> Required work: Wherever a line in the data below holds "above", copy that line.

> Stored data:
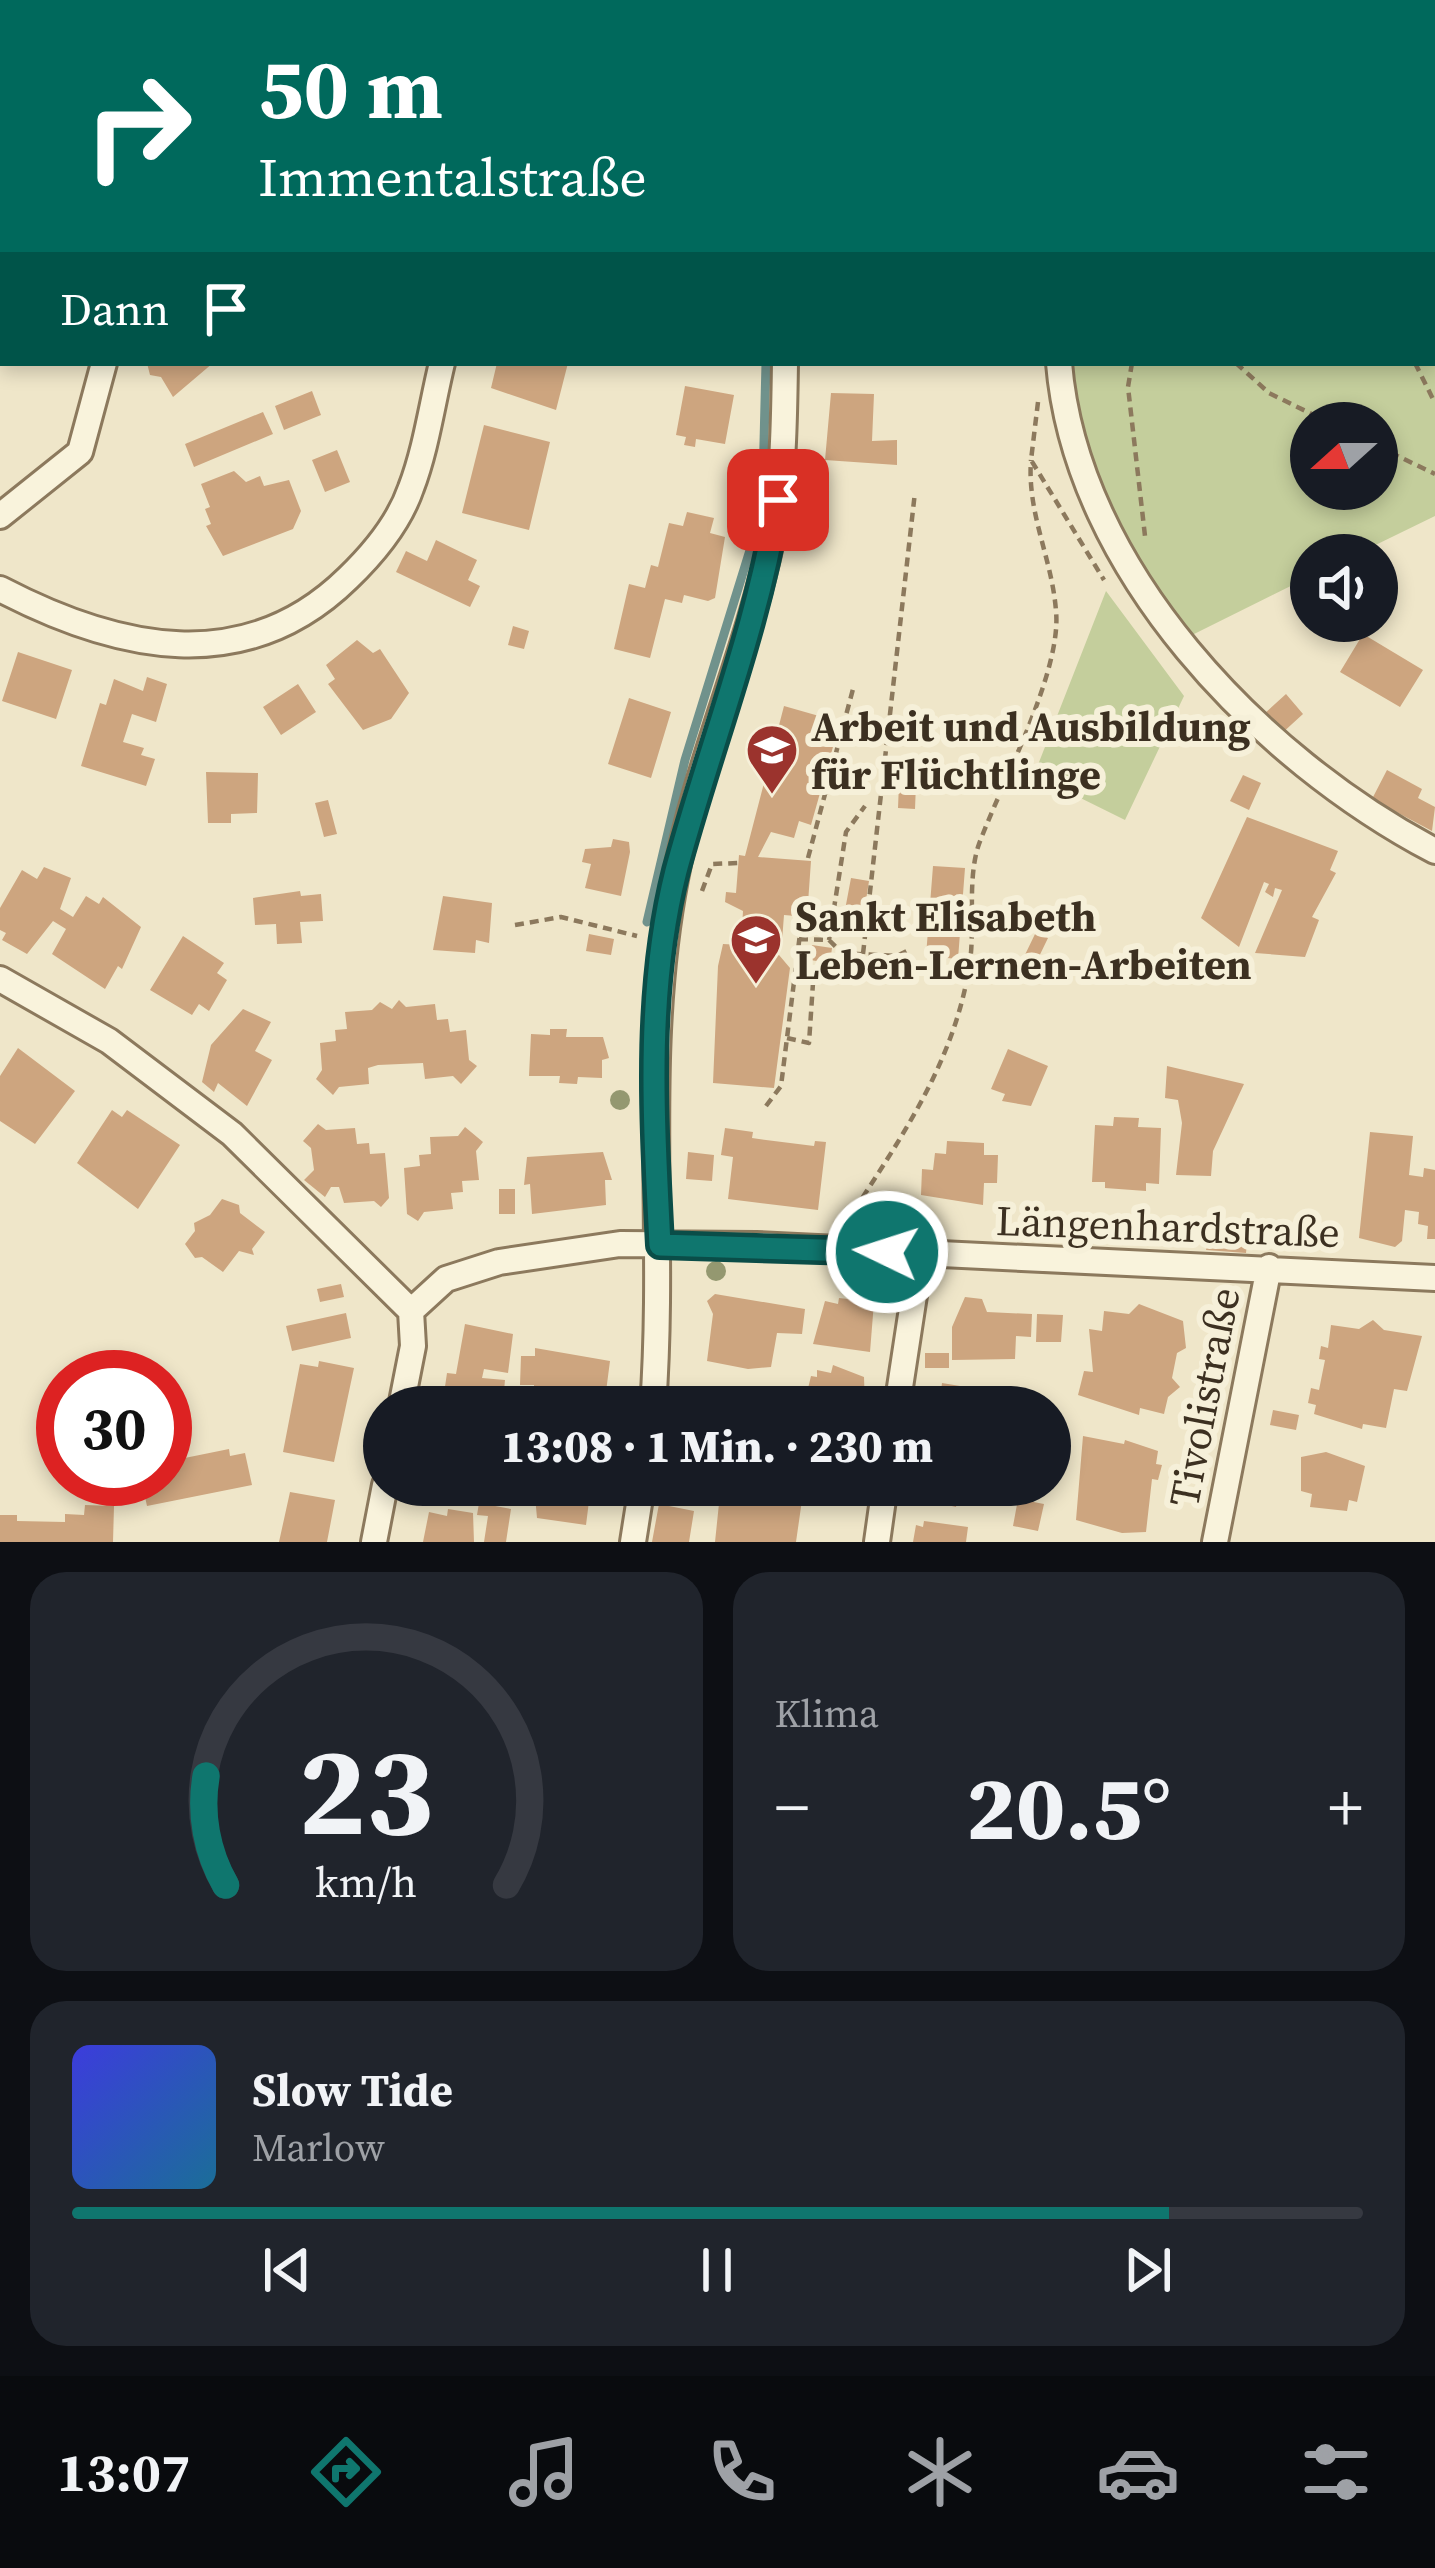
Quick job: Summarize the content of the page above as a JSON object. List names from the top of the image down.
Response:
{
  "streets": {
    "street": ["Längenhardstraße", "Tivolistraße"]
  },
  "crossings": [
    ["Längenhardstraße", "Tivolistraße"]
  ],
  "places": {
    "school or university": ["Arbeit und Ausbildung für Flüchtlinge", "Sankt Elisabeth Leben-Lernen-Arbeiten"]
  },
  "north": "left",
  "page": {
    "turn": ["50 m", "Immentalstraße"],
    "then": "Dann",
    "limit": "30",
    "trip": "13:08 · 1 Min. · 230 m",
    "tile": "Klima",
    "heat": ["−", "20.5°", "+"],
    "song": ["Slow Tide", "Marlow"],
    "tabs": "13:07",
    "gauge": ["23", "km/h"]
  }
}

* * *

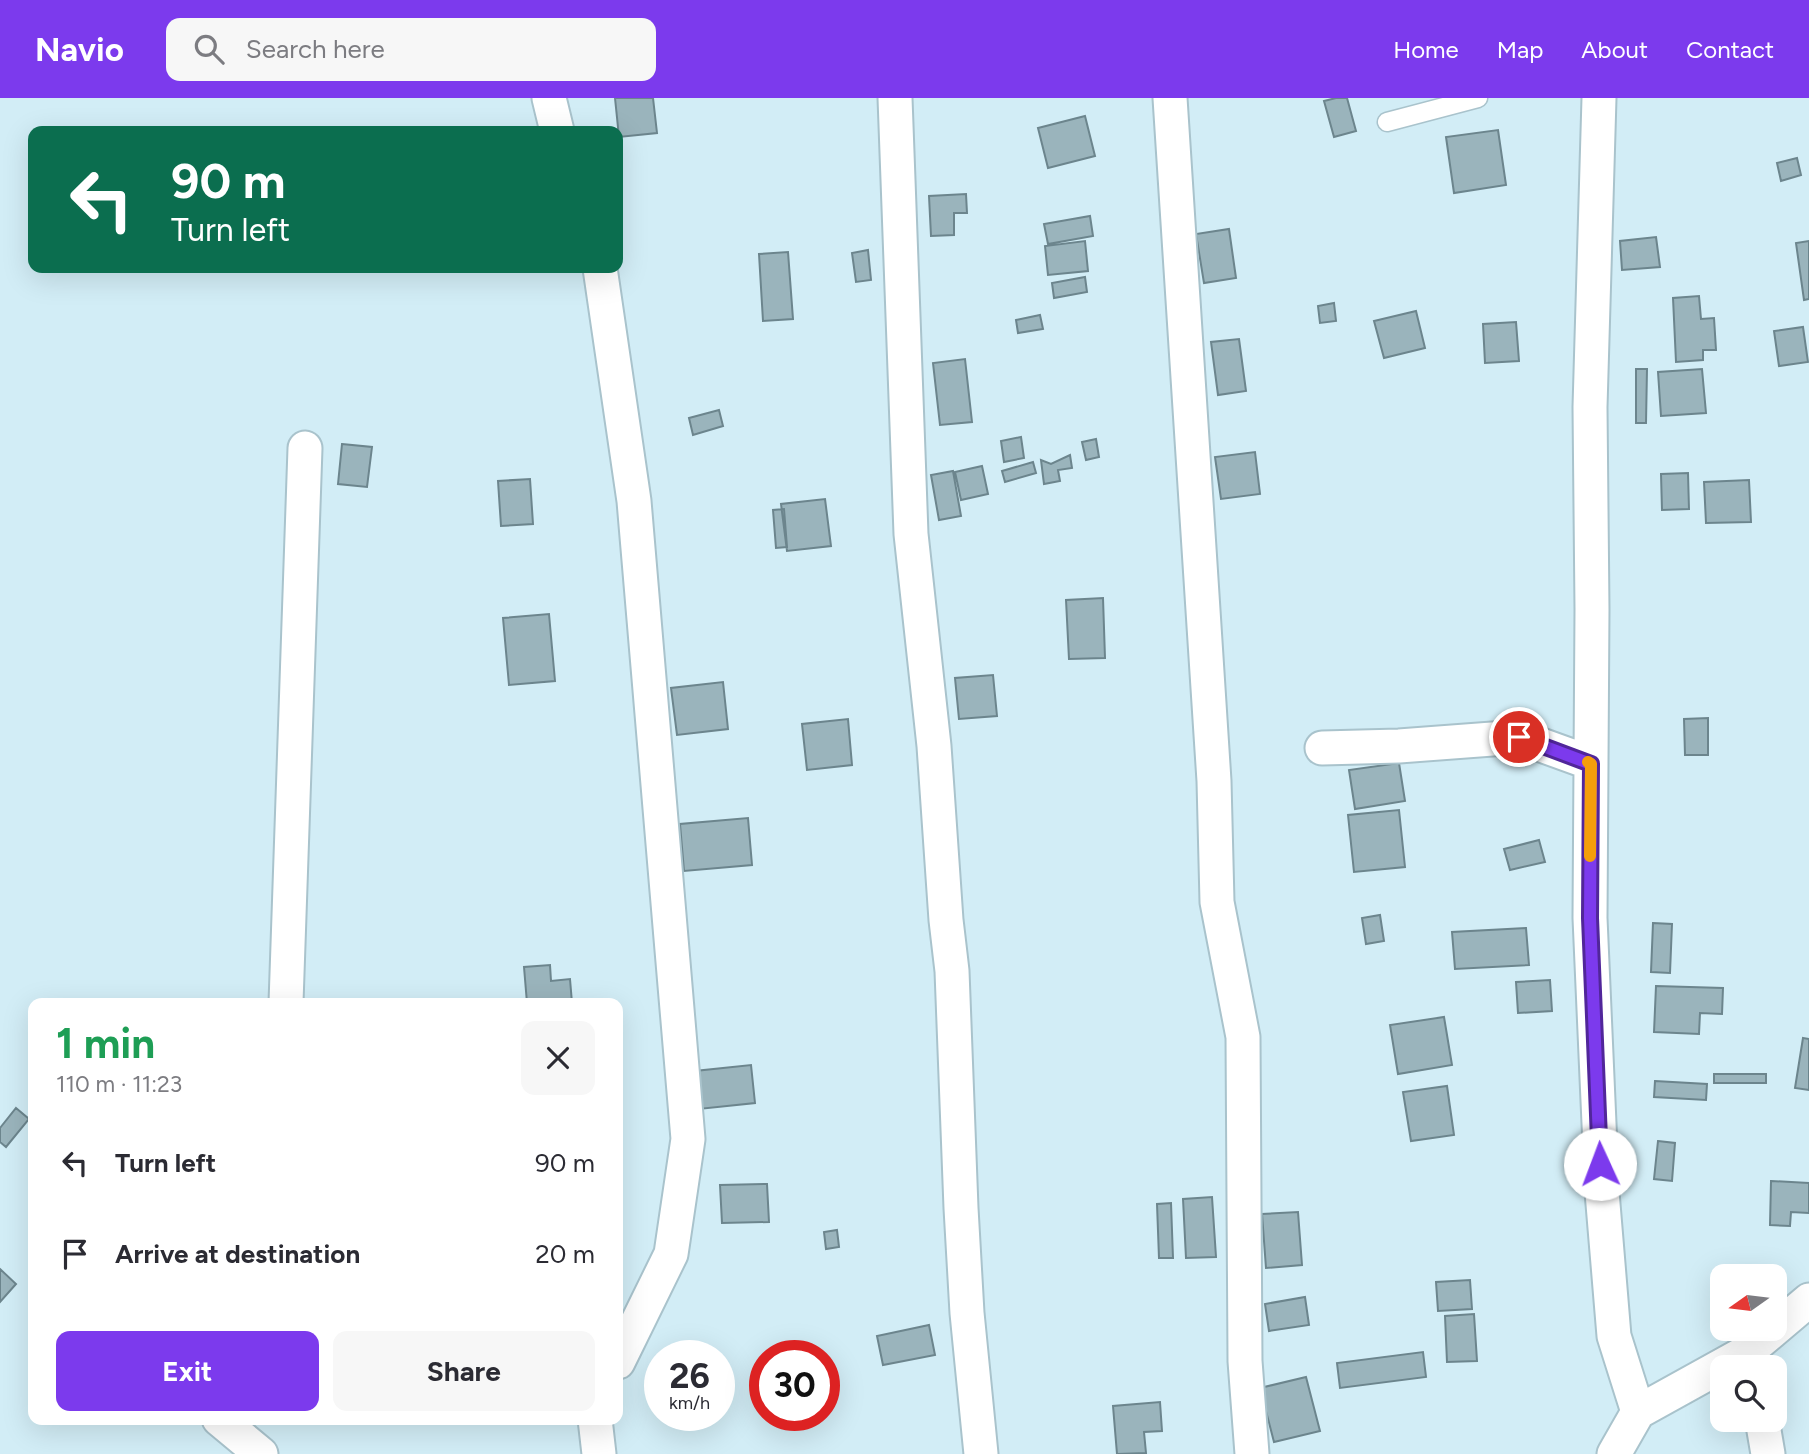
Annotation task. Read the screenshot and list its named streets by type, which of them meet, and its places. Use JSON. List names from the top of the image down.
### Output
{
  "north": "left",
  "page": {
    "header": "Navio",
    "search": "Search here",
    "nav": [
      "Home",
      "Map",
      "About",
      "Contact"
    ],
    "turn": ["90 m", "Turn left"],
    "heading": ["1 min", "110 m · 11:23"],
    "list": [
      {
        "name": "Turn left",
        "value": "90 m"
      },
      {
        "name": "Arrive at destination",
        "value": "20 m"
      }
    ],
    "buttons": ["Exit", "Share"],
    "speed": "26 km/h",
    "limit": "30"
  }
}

--

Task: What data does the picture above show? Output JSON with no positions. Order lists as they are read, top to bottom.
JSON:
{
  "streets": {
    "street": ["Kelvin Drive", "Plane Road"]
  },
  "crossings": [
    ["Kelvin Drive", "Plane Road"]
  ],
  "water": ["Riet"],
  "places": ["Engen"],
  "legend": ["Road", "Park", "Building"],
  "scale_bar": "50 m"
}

> Expected output:
Quick job: Summarize the content of the page above as a JSON object. List names from the top of the image down.
Task: What data does the picture above show? Output JSON with no positions. Order lists as they are read, top to bottom.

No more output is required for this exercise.